On top of these basic costs, there are also many “hidden costs” that can drive up your expenditures on mail production. Understanding these costs is essential for any organization looking to reduce their mailing spend.
So what are these hidden costs and how can you save on them?
Manual labor is a big one, accounting for 10-15% of the finished cost of a mail piece. The challenge with manual labor is that it is highly variable and difficult to apportion, making it hard to know where to look for savings. Any process that can be automated offers a chance to achieve greater cost certainty and greater savings.

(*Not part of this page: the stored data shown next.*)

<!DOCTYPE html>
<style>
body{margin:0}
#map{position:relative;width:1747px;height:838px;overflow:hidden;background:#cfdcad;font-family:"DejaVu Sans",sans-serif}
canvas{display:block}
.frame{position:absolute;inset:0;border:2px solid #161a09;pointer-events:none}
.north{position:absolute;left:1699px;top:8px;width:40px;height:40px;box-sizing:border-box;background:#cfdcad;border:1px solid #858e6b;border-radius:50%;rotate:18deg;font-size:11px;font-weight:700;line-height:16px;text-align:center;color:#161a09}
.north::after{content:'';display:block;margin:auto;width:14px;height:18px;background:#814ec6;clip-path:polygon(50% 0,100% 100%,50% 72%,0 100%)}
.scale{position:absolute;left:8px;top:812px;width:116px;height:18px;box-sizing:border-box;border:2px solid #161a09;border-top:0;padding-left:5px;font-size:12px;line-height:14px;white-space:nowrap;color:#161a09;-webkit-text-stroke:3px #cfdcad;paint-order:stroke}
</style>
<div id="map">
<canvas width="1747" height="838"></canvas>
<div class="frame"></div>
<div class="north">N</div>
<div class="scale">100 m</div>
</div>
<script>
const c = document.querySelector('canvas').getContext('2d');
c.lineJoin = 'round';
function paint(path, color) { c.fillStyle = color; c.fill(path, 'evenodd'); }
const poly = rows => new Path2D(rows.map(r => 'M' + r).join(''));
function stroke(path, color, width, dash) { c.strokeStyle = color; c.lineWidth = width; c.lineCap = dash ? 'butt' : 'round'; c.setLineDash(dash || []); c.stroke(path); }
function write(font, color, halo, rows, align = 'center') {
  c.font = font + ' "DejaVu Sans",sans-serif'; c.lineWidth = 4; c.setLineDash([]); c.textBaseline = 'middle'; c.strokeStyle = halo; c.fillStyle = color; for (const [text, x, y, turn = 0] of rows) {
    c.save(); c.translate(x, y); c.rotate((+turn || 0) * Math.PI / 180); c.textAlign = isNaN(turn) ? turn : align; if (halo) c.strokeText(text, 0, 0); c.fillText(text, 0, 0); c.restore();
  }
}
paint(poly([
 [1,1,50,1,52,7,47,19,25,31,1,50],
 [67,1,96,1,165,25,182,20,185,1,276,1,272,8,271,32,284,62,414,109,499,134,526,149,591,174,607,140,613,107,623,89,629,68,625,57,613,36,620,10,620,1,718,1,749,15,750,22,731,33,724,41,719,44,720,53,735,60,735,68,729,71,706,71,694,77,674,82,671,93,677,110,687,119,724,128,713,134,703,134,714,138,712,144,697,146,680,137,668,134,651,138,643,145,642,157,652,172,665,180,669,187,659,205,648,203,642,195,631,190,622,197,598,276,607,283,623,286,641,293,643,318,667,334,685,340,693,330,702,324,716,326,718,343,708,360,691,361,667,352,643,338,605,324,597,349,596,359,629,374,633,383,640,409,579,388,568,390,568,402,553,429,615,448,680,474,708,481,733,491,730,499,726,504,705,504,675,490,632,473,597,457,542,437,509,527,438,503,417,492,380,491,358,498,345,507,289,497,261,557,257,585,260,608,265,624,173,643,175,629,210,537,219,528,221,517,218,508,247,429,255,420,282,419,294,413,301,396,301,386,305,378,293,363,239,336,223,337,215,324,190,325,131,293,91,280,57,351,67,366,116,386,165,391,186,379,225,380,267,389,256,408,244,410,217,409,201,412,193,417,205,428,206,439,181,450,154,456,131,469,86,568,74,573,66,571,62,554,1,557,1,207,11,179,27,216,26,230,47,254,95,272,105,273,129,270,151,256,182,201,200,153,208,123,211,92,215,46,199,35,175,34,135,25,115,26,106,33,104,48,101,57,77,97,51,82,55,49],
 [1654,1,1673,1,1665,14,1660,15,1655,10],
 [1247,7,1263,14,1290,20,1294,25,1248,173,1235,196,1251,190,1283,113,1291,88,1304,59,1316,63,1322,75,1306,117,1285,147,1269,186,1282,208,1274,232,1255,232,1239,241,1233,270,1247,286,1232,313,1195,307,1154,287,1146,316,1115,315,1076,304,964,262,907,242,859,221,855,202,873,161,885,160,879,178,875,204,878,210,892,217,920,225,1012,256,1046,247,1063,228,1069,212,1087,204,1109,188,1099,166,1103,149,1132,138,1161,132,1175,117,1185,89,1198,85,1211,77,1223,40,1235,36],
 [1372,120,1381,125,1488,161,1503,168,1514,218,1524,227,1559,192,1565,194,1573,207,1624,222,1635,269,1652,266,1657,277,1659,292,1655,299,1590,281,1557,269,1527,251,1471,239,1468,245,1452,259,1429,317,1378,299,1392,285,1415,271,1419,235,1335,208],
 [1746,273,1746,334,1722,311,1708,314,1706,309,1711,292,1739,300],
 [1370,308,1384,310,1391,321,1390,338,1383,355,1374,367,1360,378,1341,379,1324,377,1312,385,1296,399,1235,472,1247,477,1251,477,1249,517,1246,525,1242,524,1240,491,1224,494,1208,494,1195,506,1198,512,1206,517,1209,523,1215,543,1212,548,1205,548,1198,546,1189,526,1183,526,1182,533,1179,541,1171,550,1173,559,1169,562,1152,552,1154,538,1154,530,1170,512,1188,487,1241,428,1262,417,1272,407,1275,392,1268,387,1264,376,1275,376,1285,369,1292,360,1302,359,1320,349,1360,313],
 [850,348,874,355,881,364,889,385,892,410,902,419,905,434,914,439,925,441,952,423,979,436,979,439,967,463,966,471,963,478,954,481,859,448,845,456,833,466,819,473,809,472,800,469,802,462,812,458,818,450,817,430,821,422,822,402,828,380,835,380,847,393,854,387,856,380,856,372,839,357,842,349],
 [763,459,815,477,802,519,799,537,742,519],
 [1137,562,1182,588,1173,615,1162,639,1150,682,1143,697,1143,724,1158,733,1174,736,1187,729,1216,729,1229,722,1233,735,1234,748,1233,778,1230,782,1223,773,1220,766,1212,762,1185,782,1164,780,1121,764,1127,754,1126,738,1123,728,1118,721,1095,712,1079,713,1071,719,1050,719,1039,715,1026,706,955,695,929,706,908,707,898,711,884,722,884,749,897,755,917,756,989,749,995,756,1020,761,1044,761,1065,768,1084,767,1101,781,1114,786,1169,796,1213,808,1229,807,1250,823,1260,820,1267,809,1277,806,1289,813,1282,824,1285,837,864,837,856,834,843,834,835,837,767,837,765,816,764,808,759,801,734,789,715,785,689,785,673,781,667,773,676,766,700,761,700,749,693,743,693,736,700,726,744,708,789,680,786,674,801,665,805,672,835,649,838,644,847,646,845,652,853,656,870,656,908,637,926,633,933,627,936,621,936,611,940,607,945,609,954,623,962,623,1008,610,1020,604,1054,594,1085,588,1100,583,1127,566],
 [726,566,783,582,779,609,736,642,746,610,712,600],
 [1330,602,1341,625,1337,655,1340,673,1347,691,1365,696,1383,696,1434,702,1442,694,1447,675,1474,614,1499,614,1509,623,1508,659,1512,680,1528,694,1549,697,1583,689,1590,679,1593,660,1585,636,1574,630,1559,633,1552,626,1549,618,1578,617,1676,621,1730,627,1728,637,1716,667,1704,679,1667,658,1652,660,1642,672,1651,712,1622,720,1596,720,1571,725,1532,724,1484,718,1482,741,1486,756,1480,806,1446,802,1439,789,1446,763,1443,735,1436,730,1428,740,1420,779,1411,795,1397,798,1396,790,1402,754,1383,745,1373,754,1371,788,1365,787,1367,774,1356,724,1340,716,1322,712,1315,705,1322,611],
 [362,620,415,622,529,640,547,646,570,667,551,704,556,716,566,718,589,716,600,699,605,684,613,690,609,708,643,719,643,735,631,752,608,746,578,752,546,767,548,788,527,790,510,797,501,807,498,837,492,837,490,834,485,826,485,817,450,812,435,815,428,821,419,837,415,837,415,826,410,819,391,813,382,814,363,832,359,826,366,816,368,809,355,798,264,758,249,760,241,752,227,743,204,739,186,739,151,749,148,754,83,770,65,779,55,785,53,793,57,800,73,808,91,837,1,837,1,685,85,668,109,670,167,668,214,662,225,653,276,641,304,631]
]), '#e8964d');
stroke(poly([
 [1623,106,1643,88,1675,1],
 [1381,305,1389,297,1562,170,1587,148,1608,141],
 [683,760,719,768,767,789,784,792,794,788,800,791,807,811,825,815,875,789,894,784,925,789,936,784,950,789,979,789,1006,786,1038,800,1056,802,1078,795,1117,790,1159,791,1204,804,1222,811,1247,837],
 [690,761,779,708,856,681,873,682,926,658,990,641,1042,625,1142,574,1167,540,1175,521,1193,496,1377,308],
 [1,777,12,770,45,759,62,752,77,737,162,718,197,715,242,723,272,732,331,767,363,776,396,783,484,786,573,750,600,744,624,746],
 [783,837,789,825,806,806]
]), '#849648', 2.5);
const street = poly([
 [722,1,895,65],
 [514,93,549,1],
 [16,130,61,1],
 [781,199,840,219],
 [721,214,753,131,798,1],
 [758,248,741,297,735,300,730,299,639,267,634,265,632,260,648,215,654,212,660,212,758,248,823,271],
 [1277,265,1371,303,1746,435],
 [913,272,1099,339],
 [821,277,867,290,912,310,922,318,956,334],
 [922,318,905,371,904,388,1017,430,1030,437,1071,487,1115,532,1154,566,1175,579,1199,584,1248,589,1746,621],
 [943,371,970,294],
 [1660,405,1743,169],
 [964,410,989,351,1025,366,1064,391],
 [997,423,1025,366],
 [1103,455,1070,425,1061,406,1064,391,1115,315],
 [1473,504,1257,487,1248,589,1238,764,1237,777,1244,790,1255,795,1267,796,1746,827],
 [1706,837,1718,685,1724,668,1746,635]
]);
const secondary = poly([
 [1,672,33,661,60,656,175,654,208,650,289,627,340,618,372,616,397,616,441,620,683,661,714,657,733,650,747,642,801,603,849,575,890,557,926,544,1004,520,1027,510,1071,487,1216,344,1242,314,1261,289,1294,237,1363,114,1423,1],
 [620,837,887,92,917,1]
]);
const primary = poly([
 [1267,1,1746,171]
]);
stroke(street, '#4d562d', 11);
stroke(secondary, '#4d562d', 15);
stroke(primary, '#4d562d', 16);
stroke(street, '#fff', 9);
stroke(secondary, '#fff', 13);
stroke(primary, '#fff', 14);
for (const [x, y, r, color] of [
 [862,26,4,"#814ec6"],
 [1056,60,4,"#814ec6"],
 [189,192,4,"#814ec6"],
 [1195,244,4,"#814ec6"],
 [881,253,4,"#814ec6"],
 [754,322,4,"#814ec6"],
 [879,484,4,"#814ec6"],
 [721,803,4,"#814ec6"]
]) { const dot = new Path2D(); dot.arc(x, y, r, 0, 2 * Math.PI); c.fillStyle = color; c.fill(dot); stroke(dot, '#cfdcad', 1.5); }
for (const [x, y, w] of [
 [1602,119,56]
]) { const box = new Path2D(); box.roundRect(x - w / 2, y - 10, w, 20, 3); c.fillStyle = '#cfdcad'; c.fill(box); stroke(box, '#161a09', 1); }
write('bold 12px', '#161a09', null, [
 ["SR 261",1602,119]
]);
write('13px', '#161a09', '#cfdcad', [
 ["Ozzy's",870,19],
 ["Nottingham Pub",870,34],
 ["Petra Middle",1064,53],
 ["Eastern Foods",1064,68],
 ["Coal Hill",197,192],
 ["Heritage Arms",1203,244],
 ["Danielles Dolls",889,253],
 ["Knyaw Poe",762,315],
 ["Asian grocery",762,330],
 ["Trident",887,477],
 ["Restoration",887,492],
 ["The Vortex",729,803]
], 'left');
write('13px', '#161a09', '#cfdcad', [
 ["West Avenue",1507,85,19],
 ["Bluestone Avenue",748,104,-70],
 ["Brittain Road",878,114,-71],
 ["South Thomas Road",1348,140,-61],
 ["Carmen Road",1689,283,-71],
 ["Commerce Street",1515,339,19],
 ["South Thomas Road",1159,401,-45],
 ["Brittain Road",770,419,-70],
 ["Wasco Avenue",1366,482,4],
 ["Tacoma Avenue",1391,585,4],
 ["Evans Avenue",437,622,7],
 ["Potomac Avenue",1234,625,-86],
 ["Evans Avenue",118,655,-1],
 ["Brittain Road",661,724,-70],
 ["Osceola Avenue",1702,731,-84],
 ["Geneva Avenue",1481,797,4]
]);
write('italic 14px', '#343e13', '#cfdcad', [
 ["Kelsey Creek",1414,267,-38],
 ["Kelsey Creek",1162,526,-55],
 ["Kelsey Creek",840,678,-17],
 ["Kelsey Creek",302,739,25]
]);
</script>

The USPS is in the process of implementing sweeping changes to their rates and service levels, all of which have the potential to drive up your mailing costs. In some cases, the actual postage costs have gone up, leading to a direct increase in the cost of a finished piece. Less obvious increases stem from the closure of processing facilities, which have the potential to increase indirect costs, like transportation, since many will have to transport (i.e. truck) their mail further away, to have it processed. Understanding the full impact of the USPS changes on your mailing operation is essential to avoiding increased mail costs.
A host of hidden costs creep in when you lack proper visibility into your mailing operations. These may include: overpaying for proof of mailing services, overpaying for customer service calls to find out the status of mail pieces, reprints or re-mailing of items when you aren’t sure they were sent, and finally, failing to meet customer SLAs. Mail tracking technologies can come to the rescue here, providing firm answers and insights into inefficient processes.
Uncovering hidden mailing costs may take some time, and yet it is essential for cost reduction: if you can’t see it, you can’t save it!